El escritor Mempo Giardinelli califica a Urtubey de 'inmoral'

Los ecos de la desafortunada presentación efectuada la semana pasada por Urtubey en una universidad ultraconservadora de Mar del Plata para promocionar el voto electrónico han tenido un inesperado refuerzo tras la publicación en el diario Página 12 de la opinión del escritor chaqueño Mempo Giardinelli.

En un artículo titulado «La cuestión de la tierra», Giardinelli arremete contra el Gobernador salteño con términos que no dejan lugar para el equívoco.

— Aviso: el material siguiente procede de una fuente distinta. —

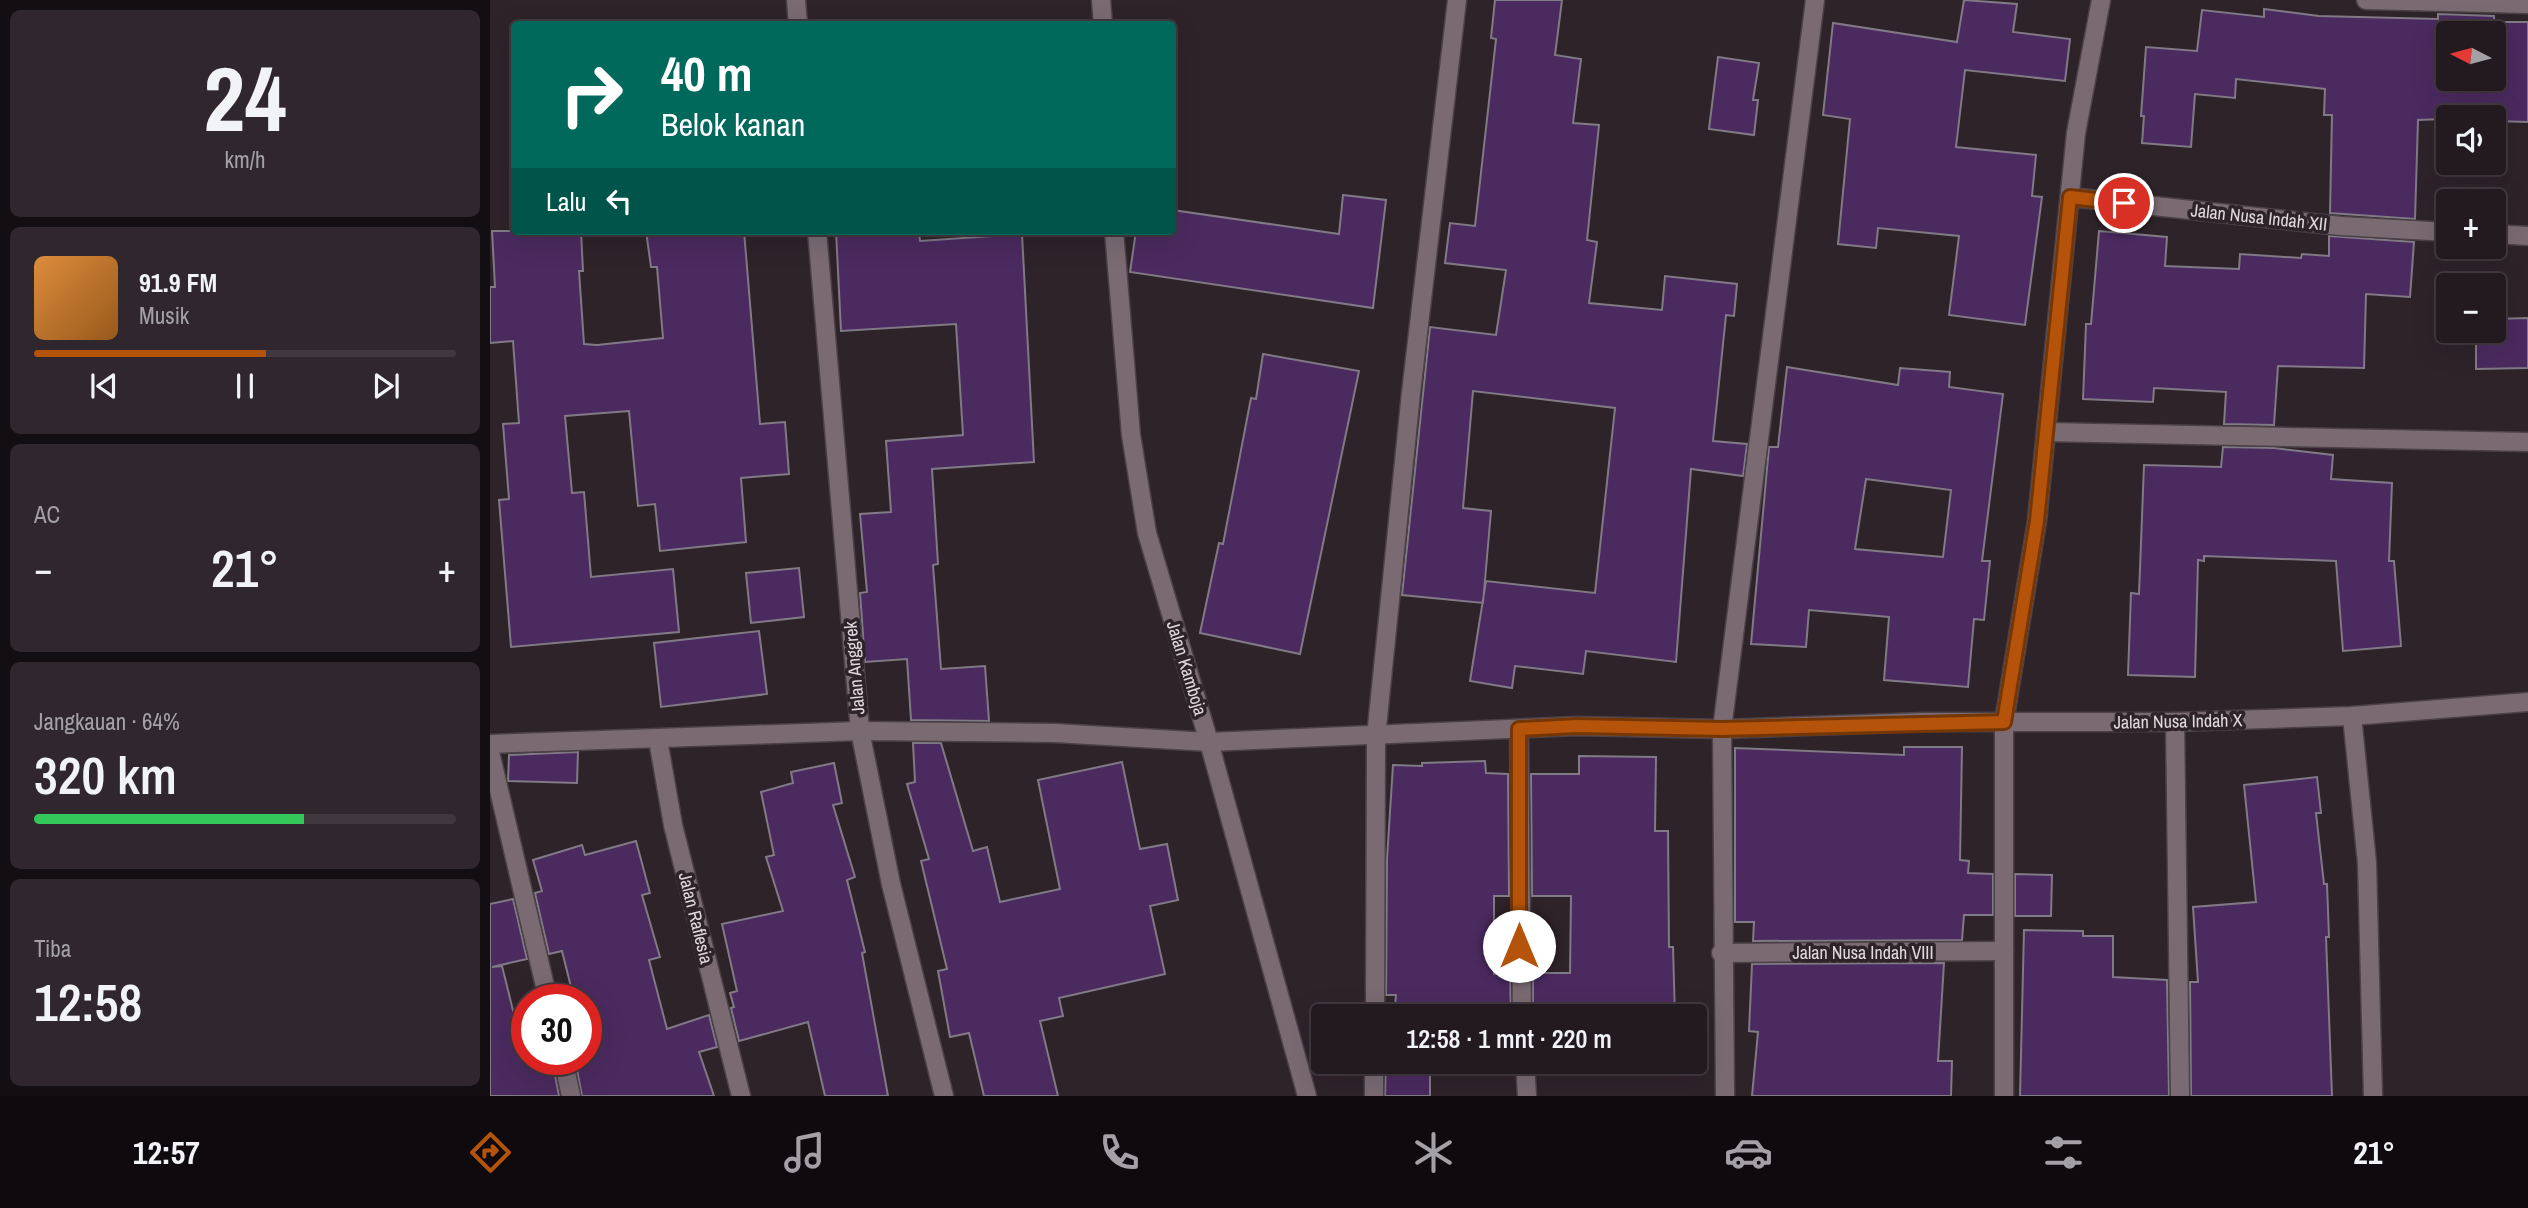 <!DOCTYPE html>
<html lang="id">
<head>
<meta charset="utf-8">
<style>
  body { margin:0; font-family:"Archivo Narrow",sans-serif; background:#2f272d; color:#f1f3f6; height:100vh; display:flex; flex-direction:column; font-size:26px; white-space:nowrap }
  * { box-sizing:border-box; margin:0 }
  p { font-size:23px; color:#a3a1a5 }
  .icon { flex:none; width:38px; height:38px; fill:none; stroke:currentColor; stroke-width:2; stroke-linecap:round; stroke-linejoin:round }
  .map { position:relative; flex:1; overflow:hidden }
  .details { display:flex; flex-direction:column; gap:10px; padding:10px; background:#130e12; width:490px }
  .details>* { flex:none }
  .hud { position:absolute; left:21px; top:21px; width:665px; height:214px; border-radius:7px; box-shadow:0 7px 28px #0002,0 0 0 2px #40383e; background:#00695c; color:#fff; overflow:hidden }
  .needle { width:46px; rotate:276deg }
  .controls { position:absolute; left:1946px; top:21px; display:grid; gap:14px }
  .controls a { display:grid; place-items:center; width:70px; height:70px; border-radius:7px; background:#231a20; box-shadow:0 7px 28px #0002,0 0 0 2px #40383e; font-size:35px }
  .speed { position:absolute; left:21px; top:984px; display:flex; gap:14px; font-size:35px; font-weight:700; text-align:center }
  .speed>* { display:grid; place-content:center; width:91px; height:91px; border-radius:50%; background:#231a20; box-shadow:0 7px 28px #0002,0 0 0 2px #40383e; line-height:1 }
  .speed .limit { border:10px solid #d22; background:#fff; color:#111 }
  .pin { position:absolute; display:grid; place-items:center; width:60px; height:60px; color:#fff; margin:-30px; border:4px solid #fff; border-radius:50%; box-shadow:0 2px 7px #0007 }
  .me { position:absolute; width:77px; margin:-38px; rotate:0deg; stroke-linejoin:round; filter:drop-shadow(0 0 5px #0008) }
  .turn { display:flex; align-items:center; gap:24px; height:147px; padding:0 35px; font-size:32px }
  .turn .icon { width:91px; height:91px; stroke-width:2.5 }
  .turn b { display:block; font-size:49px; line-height:60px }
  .then { display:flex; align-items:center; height:66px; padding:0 35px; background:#0003; gap:14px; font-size:26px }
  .big { font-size:52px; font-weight:600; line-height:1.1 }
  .details .card { flex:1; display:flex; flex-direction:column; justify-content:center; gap:10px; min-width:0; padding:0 24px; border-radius:10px; background:#2f272d }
  .details .dial { align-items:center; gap:0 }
  .dial b { font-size:91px; line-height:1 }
  .song { display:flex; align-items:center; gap:21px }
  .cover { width:84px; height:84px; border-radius:10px; background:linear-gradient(135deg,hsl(30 70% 55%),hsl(30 70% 35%)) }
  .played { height:7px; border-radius:4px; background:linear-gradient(90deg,#b45309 55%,#40383e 55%) }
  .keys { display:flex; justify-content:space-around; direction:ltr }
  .heat { display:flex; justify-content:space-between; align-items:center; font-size:38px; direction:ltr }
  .charge { height:10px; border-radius:5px; background:linear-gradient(90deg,#34c759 64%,#40383e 0) }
  .trip { position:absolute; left:821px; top:1004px; width:396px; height:70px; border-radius:7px; background:#231a20; box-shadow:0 7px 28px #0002,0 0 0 2px #40383e; font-weight:600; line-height:70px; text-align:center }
  .tab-bar { display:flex; height:112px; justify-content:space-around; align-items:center; background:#0e0a0d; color:#a3a1a5 }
  .tab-bar .icon { width:49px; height:49px }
  .tab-bar .selected { color:#b45309 }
  .tab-bar b { font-size:32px; color:#f1f3f6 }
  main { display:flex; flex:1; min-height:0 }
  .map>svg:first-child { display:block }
  .building { fill:#4b2a5f; stroke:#807986; stroke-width:2; fill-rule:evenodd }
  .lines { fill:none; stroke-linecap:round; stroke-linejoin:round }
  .minor-casing { stroke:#4b4147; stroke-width:21 }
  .minor { stroke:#7a6b73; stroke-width:18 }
  .route-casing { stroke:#753606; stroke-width:18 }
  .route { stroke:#b45309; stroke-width:12 }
  .labels { text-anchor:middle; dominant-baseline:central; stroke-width:7; stroke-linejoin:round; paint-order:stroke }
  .street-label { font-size:18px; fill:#e0d8dd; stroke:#2f232a }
</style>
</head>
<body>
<main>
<section class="details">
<div class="card dial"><b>24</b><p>km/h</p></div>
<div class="card">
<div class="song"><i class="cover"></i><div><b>91.9 FM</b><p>Musik</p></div></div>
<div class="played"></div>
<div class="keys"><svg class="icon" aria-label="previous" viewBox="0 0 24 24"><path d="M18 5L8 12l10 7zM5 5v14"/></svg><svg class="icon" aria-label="pause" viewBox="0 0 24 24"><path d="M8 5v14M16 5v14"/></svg><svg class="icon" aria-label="next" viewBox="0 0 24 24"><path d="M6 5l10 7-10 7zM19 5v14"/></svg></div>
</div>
<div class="card"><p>AC</p>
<div class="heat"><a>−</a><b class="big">21°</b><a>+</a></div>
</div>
<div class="card"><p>Jangkauan · 64%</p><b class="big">320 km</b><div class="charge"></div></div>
<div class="card"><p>Tiba</p><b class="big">12:58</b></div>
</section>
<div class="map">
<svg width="2038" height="1096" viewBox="0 0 2038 1096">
  <rect width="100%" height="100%" fill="#2f232a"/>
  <g class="building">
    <polygon points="1005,0 1072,0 1065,55 1091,59 1083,123 1109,125 1097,240 1107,242 1099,303 1172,310 1175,276 1247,284 1244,316 1236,315 1223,441 1257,444 1253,476 1201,469 1186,662 1096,651 1093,674 1025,666 1022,688 980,681 996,581 1105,593 1125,408 983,391 973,508 1001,511 993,603 912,595 940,327 1006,335 1016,270 955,263 960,223 985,226 1006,39 1001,38"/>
    <polygon points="1474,0 1527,4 1523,32 1580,39 1575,81 1475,70 1466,147 1546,155 1542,196 1552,197 1535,325 1459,315 1469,236 1388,228 1386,248 1348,244 1360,119 1333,115 1343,23 1467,42"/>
    <path d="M1774,9L1829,16L1948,19V14L2004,16V22H2038V122L2004,121V117L1928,120L1925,219L1840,213L1842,115H1834L1835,89L1746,79L1745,98L1705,94L1701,147L1652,143L1654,116H1651L1656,47L1707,51L1712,10L1774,17ZM1958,33H2004V79H1958Z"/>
    <polygon points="1228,57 1269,63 1263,100 1268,100 1264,135 1219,129"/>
    <polygon points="853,195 896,200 883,308 640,272 646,231 682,231 682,210 849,234"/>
    <polygon points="2,231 91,231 93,271 89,271 94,344 107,345 173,338 167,267 161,267 156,231 254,231 270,424 295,422 299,474 251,478 256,542 170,551 165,504 148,506 139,411 75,416 82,493 94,492 101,577 183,569 189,632 21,647 9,500 19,499 13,424 29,423 23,341 0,343 0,287 5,287"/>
    <polygon points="346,231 429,231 430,241 532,234 544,462 442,469 448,564 443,565 451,669 495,666 499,721 421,720 417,659 375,662 370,593 377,592 370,514 401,512 396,441 473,435 466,324 351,331"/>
    <polygon points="1609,231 1677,237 1675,266 1749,269 1750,254 1811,258 1812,254 1839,256 1839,236 1924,242 1920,297 1876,294 1874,368 1788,366 1784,425 1734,424 1736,392 1664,388 1663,402 1593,399 1596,324 1601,324"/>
    <polygon points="2038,318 2038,368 1986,369 1986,331 2004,331 2004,319"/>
    <polygon points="773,354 869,371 810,654 710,633 729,543 733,544 761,398 766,399"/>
    <path d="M1297,367L1408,385L1410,368L1460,372L1459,387L1513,394L1492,561H1500L1494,620L1484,619L1478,687L1394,680L1399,617L1319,610L1316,647L1261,644L1279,447H1288ZM1376,479L1461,490L1453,557L1365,549Z"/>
    <polygon points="1733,447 1784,448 1843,455 1841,479 1902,483 1899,561 1904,561 1911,646 1853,651 1846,561 1714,556 1714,561 1708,560 1705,677 1638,675 1641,593 1649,594 1654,465 1731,467"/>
    <polygon points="309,568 314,617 261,623 256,573"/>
    <polygon points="269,631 277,694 171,707 164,643"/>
    <polygon points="423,743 451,743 483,851 497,847 510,902 570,889 548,780 632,762 650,849 677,844 688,900 660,906 675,974 569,998 573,1016 550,1021 568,1096 494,1096 479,1033 460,1037 448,971 457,969 431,861 439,859 417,784 425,782"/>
    <polygon points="1414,747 1472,747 1470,860 1479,861 1478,873 1503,874 1503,915 1474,915 1472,940 1263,941 1264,922 1245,922 1245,748 1414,755"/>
    <polygon points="88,752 87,783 18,781 19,755"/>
    <polygon points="1089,756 1166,757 1165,831 1178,831 1179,947 1183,947 1185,1017 1043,1017 1043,973 1080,973 1081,896 1042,896 1041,774 1089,774"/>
    <polygon points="995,761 996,773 1018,774 1019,896 1004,896 1004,974 1020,974 1021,1017 904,1017 906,995 896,995 897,859 903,765 932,766 932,763"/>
    <polygon points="344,763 352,803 343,805 365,877 357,880 375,952 372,953 398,1096 335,1096 318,1022 249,1041 241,1008 244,1007 240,993 247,991 232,924 293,911 276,857 284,855 271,792 303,783 301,772"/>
    <polygon points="1827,777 1831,813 1826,813 1834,884 1837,884 1839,937 1836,937 1842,1096 1701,1096 1700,982 1708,982 1703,907 1766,902 1754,785"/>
    <polygon points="146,841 160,893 152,895 170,957 159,960 177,1029 219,1015 227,1047 209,1052 224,1096 92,1096 85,1059 99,1059 96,999 84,999 72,951 59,954 45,893 52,891 43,860 92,845 95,855"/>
    <polygon points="1525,874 1562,875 1561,916 1525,916"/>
    <polygon points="23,899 37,959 2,967 12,966 35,1059 62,1059 69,1096 0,1096 0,904"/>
    <polygon points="1534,930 1593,931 1593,936 1623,936 1623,977 1677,980 1679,1096 1530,1096"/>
    <polygon points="1454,963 1448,1061 1462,1061 1461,1096 1262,1096 1268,1032 1259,1031 1262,964"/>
    <polygon points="896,1062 940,1062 940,1096 895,1096"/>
  </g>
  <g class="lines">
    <g class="minor-casing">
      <g id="minor">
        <polyline points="306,0 308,24"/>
        <polyline points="611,0 613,24"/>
        <polyline points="1876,0 2038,4"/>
        <polyline points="1580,197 1851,226 1958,232"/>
        <polyline points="327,231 370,731 401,884 454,1096"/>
        <polyline points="624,231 641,435 657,533 719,742 817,1096"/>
        <polyline points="2004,234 2038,236"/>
        <polyline points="1556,432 2038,442"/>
        <polyline points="1862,716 1877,863 1883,1096"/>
        <polyline points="1685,722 1690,1096"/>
        <polyline points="1029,729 1032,1017"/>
        <polyline points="168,740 183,825 251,1096"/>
        <polyline points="0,744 370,731 565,733 719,742 1087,726 1232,729 1435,722 1685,722 1862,716 2038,702"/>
        <polyline points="0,752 58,999"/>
        <polyline points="1231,953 1514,951"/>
        <polyline points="885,1017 886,737 921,393 967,0"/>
        <polyline points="73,1059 81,1096"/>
        <polyline points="1035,1062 1037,1096"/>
        <polyline points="884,1096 884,1062"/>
        <polyline points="1235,1096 1232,729 1325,0"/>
        <polyline points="1514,1096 1514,722 1547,521 1586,133 1611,0"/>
      </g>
    </g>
    <use href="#minor" class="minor"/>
  </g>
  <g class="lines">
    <g class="route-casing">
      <polyline id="route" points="1029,946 1029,729 1087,726 1232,729 1514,722 1547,521 1580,197 1634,203"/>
    </g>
    <use href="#route" class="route"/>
  </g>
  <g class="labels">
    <g class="street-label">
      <text transform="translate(1769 217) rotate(6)">Jalan Nusa Indah XII</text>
      <text transform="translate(364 668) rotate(-95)">Jalan Anggrek</text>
      <text transform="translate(697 668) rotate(73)">Jalan Kamboja</text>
      <text transform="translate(1688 721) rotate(-1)">Jalan Nusa Indah X</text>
      <text transform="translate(206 918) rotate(76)">Jalan Raflesia</text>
      <text x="1373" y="952">Jalan Nusa Indah VIII</text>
    </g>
  </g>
</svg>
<div class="controls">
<a><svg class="needle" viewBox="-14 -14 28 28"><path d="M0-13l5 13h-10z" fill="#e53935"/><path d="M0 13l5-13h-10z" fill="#a3a1a5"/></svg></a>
<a><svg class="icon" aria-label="sound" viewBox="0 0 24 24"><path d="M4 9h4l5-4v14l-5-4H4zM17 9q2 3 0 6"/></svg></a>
<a>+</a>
<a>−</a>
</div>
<div class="speed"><div class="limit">30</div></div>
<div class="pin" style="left:1634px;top:203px;background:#d93025"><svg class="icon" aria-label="arrive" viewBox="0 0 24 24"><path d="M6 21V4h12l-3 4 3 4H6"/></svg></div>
<svg class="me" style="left:1029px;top:946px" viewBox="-20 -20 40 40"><circle r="19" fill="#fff"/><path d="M0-13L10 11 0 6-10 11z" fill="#b45309"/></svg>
<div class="trip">12:58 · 1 mnt · 220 m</div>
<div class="hud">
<div class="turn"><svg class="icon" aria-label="right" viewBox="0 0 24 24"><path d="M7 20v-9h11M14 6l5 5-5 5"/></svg><div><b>40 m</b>Belok kanan</div></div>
<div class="then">Lalu<svg class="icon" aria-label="left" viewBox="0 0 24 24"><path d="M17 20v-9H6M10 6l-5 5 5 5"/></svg></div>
</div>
</div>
</main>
<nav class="tab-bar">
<b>12:57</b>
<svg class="icon selected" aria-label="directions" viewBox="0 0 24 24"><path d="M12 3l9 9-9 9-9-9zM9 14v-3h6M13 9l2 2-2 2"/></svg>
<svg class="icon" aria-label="music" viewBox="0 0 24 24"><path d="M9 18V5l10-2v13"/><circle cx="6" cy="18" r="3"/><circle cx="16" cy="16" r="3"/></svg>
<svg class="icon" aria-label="phone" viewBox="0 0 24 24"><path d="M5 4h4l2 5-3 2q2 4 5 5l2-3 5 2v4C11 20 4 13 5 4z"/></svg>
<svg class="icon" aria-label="climate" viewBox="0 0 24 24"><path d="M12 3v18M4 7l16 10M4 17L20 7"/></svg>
<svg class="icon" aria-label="car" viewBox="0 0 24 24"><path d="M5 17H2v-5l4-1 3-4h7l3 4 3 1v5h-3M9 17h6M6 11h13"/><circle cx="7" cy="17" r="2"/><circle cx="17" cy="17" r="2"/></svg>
<svg class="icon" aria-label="filters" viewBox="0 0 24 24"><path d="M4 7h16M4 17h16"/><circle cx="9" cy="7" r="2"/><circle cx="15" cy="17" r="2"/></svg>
<b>21°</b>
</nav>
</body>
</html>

En las primeras líneas del escrito se puede leer lo siguiente: «Viendo a la tilinguería nacional –periodística y política– celebrar el viaje del Presidente y su familia al Vaticano, a la par que el inmoral gobernador de Salta, Juan Manuel Urtubey, utiliza a un joven con síndrome de Down para promocionar el voto electrónico que le patrocina una compañía privada de software, es obvio que el hato de depredadores que padece la Argentina no se detiene» (el énfasis gráfico es nuestro).

Si bien el objeto del artículo es bastante diferente (reclamar un giro a la izquierda en materia de política agraria), el contundente encabezamiento sugiere que tanto el Presidente de la Nación, el gobernador Urtubey y la dirección de la CGT se erigen en obstáculos no solo para el viejo objetivo de «poner la tierra al servicio del pueblo» (priorizando la ocupación geopolítica del territorio, la soberanía nacional y la seguridad alimentaria de la población), sino también de la aspiración general de debatir sobre lo que el laureado escritor considera «los grandes temas nacionales».

Públicamente alineado con posiciones kirchneristas, en octubre de 2015, poco después de conocido el resultado de la primera vuelta de las elecciones presidenciales, Giardinelli afirmó en mismo diario Página 12, lo siguiente: «Todo demócrata y pacifista convencido hace un culto del respeto al voto mayoritario, y éste es el caso. Pero todo resultado electoral es opinable y entonces a uno puede parecerle lamentable que tanta ciudadanía haya decidido votar en favor de lo que muchos juzgamos un “cambiemos” miserablemente mentiroso, que está cantado que significará un enorme retroceso en términos políticos, económicos, sociales, culturales, educativos, morales, de derechos humanos y de derechos civiles. Uno puede pensar también que muchos compatriotas votaron una vez más a los verdugos, los explotadores, los corruptos y los que embrutecen y engañan con música y globitos. Y se podrá debatir por qué lo hicieron, pero el hecho es que lo hicieron y hay que respetarlo. Porque el voto es el voto y es de canallas y fascistas deslegitimar la voluntad ciudadana».

La implacable censura que el escritor dirige al gobernador Urtubey, con independencia de sus consecuencias políticas, se centra en la valoración moral de la conducta de quien, sin haber recibido un encargo popular en tal sentido, utiliza su tiempo (un recurso que pertenece a los ciudadanos de Salta) para hacer propaganda del voto electrónico, echando mano para ello de técnicas de convicción que son por demás discutibles, como lo son todas aquellas que suponen la subordinación de la dignidad de una persona a los objetivos mercantiles de una empresa privada.